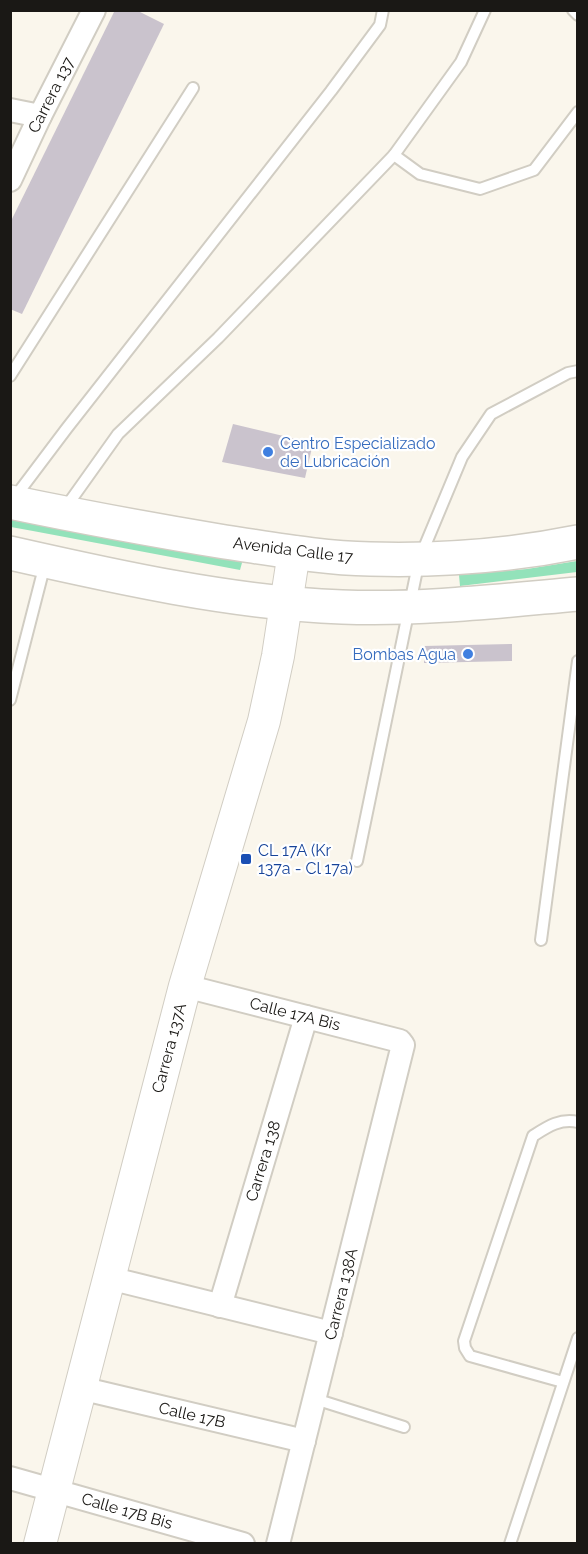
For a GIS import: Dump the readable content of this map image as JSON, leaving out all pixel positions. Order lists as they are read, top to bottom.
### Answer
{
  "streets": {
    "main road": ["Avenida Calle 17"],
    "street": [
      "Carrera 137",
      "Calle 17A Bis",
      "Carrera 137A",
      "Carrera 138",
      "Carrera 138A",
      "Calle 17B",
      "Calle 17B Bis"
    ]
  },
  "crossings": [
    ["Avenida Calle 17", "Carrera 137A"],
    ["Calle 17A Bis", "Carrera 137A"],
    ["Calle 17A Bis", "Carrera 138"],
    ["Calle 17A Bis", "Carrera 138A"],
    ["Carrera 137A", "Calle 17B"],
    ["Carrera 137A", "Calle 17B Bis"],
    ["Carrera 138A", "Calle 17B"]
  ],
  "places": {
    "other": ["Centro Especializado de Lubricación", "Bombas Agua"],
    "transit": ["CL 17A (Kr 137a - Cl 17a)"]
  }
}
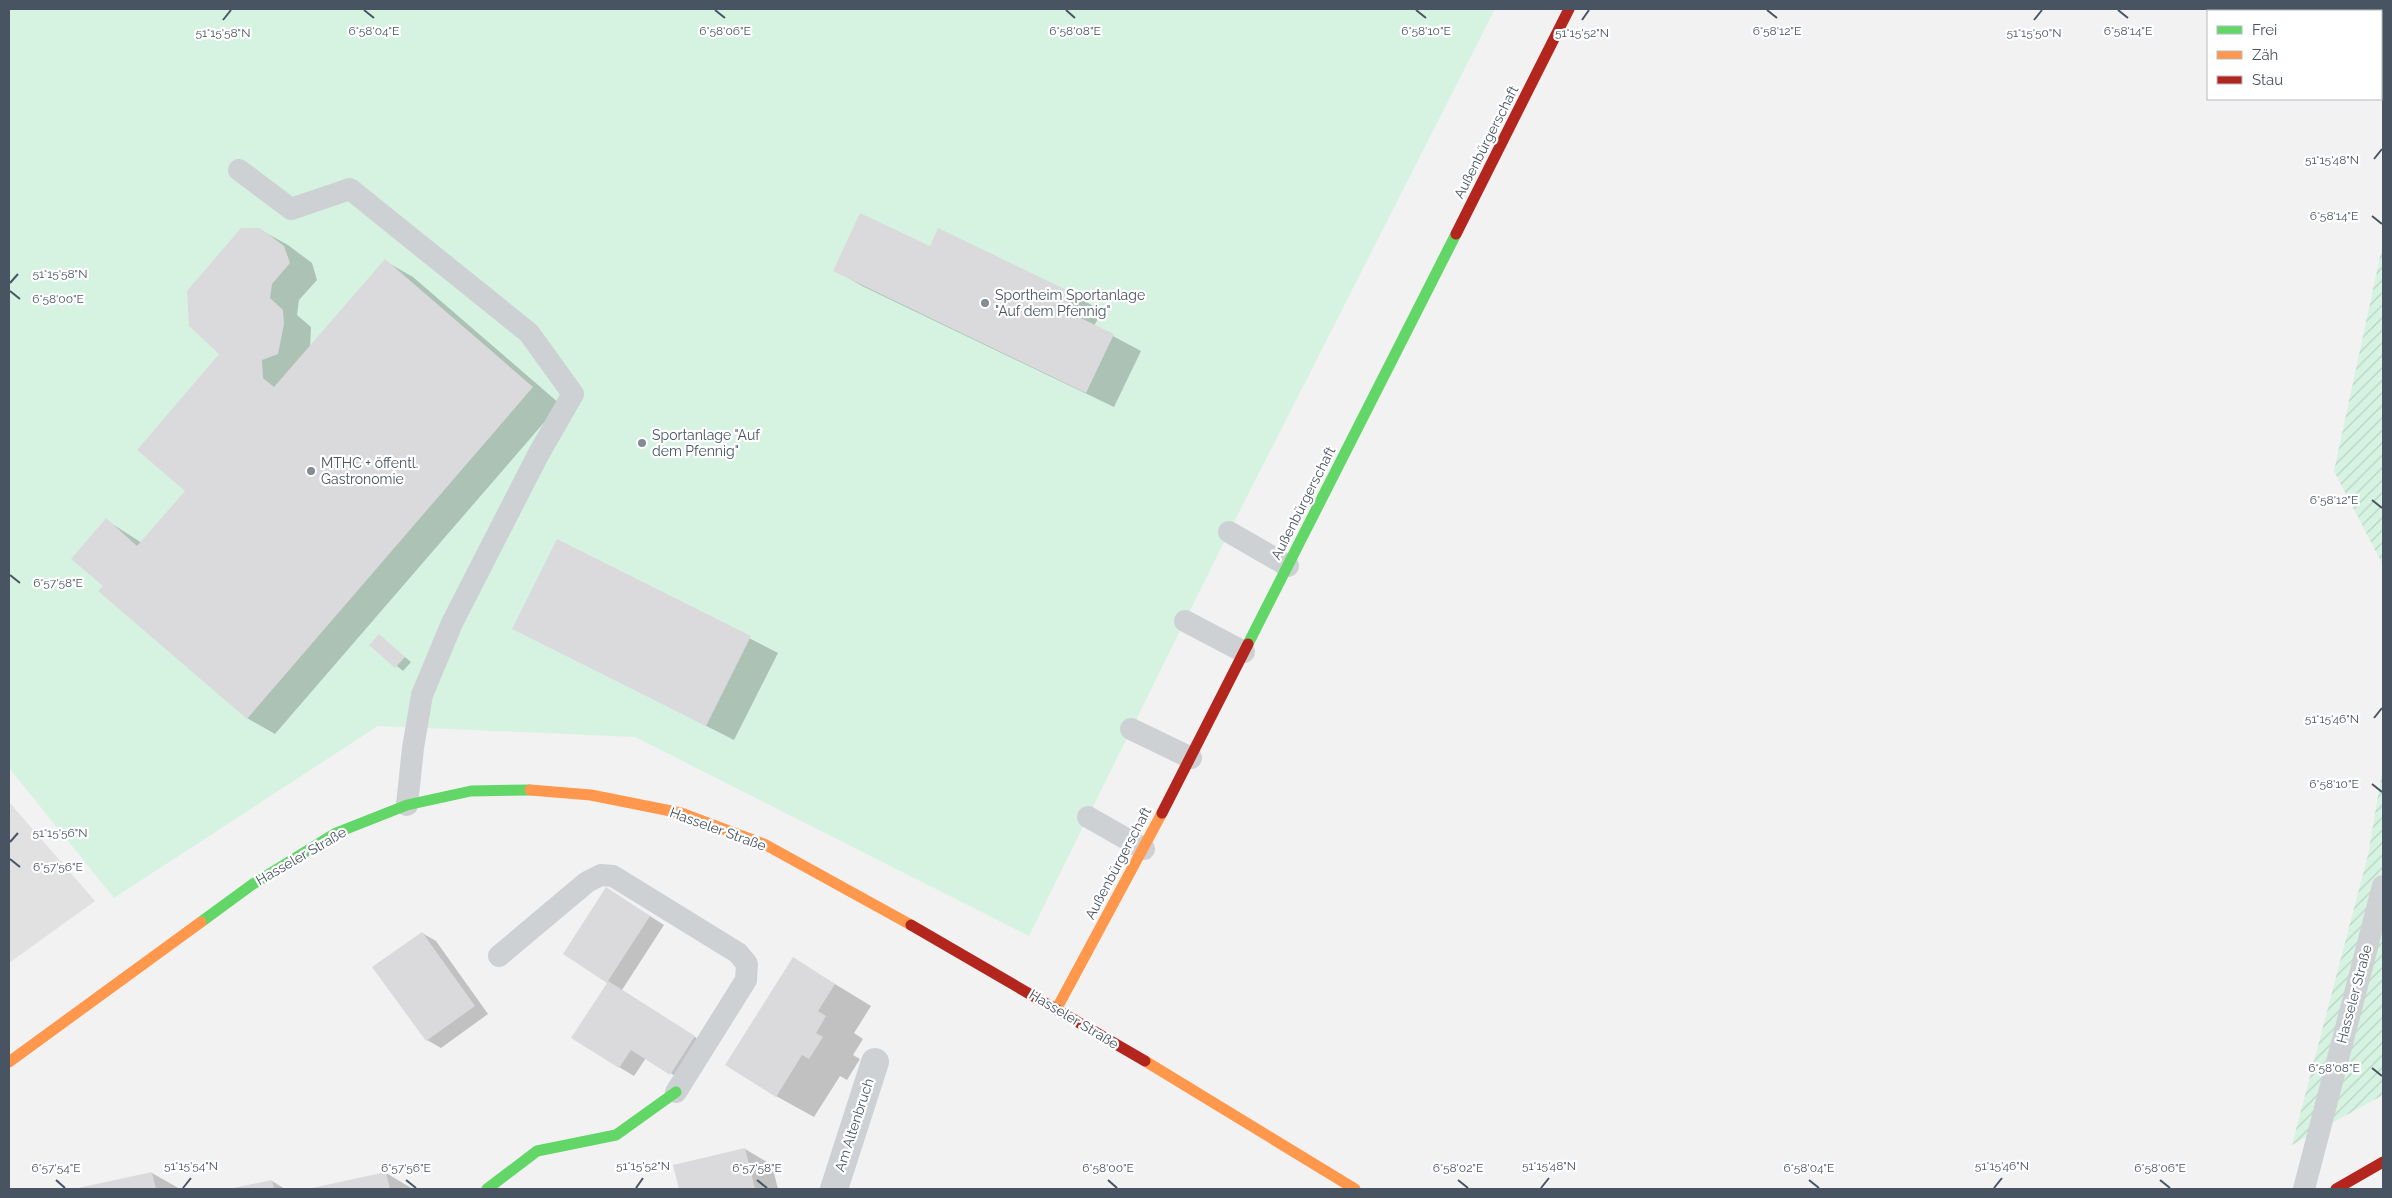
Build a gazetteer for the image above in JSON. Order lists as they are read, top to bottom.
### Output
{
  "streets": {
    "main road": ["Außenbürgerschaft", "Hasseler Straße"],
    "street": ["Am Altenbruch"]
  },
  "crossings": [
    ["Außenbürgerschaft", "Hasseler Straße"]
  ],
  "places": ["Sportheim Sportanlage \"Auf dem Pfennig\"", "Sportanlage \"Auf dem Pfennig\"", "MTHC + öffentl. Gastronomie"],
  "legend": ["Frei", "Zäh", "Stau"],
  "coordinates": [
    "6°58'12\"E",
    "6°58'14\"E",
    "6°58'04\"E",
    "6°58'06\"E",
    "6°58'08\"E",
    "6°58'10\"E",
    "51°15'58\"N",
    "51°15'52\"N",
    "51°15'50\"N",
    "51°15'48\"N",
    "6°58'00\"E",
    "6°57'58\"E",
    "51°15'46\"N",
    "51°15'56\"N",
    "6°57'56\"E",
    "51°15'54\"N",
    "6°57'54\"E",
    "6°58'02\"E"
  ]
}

- - -

What you are asked to do:
Copy all the lines above that hold the string "image".

Solved problem:
For a GIS import: Dump the readable content of this map image as JSON, leaving out all pixel positions. Order lists as they are read, top to bottom.
Build a gazetteer for the image above in JSON. Order lists as they are read, top to bottom.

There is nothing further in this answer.